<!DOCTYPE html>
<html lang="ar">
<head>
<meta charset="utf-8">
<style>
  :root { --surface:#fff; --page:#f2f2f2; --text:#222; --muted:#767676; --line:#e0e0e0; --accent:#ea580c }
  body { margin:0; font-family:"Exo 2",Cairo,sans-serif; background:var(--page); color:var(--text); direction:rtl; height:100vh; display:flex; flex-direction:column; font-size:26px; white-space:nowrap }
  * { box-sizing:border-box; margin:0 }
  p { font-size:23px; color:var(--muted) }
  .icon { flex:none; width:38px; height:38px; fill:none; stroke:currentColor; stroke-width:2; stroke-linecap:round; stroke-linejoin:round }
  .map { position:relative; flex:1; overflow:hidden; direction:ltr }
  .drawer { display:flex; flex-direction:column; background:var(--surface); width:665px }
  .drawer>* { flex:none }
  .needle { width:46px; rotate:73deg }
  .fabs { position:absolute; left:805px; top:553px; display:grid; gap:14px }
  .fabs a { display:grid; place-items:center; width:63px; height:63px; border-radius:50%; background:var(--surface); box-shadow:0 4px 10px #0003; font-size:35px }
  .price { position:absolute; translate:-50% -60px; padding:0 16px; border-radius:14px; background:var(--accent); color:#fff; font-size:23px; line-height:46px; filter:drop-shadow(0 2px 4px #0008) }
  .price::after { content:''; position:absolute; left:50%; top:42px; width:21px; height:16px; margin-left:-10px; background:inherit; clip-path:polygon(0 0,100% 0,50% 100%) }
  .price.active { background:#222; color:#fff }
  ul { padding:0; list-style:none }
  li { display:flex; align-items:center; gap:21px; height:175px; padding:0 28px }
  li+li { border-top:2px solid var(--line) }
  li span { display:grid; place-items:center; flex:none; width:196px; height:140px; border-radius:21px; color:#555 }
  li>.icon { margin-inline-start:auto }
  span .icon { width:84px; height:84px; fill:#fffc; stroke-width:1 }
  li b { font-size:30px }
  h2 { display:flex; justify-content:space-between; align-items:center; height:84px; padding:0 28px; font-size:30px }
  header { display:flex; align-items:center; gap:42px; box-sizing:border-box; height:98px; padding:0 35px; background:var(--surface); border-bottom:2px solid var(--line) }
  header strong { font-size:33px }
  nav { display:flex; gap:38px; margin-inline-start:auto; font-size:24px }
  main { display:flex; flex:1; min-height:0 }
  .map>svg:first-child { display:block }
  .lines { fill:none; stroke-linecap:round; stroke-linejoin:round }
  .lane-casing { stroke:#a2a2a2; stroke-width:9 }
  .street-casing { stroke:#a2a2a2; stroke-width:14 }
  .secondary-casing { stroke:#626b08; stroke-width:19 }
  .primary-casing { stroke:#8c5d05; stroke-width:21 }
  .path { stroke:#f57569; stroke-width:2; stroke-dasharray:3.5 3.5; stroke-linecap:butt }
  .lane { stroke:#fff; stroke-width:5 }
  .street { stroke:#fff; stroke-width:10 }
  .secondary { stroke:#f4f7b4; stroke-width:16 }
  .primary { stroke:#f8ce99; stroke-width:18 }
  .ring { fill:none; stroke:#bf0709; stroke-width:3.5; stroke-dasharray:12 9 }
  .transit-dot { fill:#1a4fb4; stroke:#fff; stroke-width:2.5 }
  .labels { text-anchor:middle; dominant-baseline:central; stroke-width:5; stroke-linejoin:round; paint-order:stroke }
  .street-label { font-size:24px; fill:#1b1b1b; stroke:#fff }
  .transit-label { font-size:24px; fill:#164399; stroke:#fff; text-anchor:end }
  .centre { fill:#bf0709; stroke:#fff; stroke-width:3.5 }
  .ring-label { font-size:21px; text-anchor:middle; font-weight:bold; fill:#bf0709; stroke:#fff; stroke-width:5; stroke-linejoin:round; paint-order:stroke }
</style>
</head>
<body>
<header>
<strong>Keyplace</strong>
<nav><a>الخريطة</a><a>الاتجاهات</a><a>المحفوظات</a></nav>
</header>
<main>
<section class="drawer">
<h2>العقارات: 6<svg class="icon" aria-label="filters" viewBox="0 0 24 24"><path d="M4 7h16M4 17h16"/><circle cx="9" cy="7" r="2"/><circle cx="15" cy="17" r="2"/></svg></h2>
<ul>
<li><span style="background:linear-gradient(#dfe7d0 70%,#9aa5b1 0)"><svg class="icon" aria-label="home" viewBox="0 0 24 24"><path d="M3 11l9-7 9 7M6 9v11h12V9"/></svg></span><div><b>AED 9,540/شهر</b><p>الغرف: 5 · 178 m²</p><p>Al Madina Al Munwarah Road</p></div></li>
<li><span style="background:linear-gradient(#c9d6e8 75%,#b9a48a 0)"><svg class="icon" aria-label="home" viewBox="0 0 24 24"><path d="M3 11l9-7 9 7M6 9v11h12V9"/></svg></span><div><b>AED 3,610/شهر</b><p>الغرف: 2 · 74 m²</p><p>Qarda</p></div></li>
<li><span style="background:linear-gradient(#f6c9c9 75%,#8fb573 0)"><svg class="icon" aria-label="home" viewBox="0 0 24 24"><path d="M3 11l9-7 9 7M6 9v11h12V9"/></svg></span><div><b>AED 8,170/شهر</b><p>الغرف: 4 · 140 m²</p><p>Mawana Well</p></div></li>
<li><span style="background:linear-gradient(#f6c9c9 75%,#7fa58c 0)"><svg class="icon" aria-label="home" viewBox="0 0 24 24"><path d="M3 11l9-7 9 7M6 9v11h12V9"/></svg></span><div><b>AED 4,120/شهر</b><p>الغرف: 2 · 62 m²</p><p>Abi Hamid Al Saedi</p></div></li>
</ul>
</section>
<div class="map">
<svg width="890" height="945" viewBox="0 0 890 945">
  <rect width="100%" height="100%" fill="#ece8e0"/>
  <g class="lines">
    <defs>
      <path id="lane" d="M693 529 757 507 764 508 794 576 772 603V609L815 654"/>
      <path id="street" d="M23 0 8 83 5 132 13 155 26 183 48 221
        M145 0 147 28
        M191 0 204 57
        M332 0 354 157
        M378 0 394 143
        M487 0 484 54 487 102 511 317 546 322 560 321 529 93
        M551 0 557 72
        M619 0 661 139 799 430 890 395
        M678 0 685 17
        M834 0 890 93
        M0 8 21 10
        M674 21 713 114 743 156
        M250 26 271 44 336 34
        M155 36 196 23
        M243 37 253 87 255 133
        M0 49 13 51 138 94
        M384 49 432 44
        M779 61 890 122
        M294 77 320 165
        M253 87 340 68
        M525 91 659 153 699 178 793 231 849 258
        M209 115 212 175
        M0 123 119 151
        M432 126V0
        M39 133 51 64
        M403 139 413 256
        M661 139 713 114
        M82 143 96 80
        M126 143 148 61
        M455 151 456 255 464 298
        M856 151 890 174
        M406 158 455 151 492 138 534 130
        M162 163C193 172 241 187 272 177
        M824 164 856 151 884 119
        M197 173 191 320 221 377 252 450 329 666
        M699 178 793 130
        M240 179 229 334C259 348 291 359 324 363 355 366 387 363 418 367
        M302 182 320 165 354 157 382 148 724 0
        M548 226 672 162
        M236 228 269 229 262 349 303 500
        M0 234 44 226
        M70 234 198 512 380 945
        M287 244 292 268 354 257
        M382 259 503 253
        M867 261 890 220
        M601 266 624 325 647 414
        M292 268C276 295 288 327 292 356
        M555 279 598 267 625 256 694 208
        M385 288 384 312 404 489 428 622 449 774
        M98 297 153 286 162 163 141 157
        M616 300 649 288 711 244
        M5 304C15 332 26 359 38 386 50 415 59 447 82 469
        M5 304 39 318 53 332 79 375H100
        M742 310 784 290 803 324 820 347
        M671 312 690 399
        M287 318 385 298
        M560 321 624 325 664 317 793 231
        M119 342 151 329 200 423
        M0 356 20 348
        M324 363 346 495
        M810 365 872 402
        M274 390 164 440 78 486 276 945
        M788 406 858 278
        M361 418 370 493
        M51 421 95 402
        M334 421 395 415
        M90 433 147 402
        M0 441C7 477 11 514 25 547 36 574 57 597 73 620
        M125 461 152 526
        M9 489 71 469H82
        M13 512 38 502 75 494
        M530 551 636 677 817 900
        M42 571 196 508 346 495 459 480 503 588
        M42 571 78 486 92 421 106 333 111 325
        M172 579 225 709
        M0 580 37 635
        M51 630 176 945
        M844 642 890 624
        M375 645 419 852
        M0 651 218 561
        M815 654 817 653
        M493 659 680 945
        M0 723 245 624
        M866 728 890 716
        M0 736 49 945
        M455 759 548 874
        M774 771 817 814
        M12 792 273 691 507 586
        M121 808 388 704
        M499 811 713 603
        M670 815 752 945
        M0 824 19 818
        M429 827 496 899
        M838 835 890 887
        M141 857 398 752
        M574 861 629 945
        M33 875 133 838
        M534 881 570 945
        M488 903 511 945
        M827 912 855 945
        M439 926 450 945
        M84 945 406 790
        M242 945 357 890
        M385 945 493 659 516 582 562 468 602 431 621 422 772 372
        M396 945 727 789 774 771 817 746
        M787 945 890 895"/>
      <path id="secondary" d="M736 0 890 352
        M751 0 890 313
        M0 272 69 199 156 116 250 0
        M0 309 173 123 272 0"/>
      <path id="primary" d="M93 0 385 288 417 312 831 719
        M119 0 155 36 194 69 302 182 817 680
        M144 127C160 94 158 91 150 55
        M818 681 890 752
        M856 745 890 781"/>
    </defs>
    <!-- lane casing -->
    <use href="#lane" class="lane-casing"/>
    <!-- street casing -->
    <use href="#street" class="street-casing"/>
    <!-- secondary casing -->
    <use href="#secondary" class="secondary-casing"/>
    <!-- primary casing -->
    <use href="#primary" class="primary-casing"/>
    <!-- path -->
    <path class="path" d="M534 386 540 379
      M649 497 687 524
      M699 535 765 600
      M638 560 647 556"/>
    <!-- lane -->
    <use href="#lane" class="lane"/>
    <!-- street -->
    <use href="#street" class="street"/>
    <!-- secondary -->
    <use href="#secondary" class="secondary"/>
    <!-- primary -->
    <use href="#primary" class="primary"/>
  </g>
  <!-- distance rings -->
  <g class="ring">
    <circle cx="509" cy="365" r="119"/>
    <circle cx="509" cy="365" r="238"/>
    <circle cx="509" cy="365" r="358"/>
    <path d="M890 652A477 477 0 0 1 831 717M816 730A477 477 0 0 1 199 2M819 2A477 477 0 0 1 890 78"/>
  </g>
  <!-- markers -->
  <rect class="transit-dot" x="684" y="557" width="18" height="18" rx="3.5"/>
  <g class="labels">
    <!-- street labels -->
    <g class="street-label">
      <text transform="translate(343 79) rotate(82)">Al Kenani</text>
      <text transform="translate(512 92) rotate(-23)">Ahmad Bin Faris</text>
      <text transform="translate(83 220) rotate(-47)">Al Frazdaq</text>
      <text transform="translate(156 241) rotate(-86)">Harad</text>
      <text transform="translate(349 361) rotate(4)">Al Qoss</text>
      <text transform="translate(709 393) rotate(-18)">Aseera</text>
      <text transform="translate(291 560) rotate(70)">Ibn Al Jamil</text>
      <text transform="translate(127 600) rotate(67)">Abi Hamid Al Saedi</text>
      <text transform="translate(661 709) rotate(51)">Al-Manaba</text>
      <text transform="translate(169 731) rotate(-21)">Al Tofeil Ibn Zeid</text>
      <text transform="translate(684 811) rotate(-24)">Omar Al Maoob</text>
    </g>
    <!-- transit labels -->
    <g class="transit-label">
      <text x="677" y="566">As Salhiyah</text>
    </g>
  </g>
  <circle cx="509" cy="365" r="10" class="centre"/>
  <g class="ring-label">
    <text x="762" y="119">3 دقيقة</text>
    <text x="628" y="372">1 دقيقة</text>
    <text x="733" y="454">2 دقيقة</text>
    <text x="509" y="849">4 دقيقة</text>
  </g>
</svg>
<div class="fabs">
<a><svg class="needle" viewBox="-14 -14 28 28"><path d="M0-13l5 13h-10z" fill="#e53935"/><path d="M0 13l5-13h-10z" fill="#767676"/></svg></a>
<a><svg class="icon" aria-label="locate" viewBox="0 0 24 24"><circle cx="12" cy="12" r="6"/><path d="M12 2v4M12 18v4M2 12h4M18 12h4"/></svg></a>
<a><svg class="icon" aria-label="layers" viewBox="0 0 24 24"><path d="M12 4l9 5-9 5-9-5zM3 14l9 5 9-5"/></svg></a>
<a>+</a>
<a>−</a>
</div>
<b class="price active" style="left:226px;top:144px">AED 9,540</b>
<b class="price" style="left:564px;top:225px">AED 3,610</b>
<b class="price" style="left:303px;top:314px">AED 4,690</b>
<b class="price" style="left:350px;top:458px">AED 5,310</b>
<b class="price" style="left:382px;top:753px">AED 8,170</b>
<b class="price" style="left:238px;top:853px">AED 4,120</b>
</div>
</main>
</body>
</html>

▬▬▬▬▬▬

**WORK ORDER:**
Search the listing for the word "auto". Copy every line in which it occurs.

**ANSWER BELOW:**
  li>.icon { margin-inline-start:auto }
  nav { display:flex; gap:38px; margin-inline-start:auto; font-size:24px }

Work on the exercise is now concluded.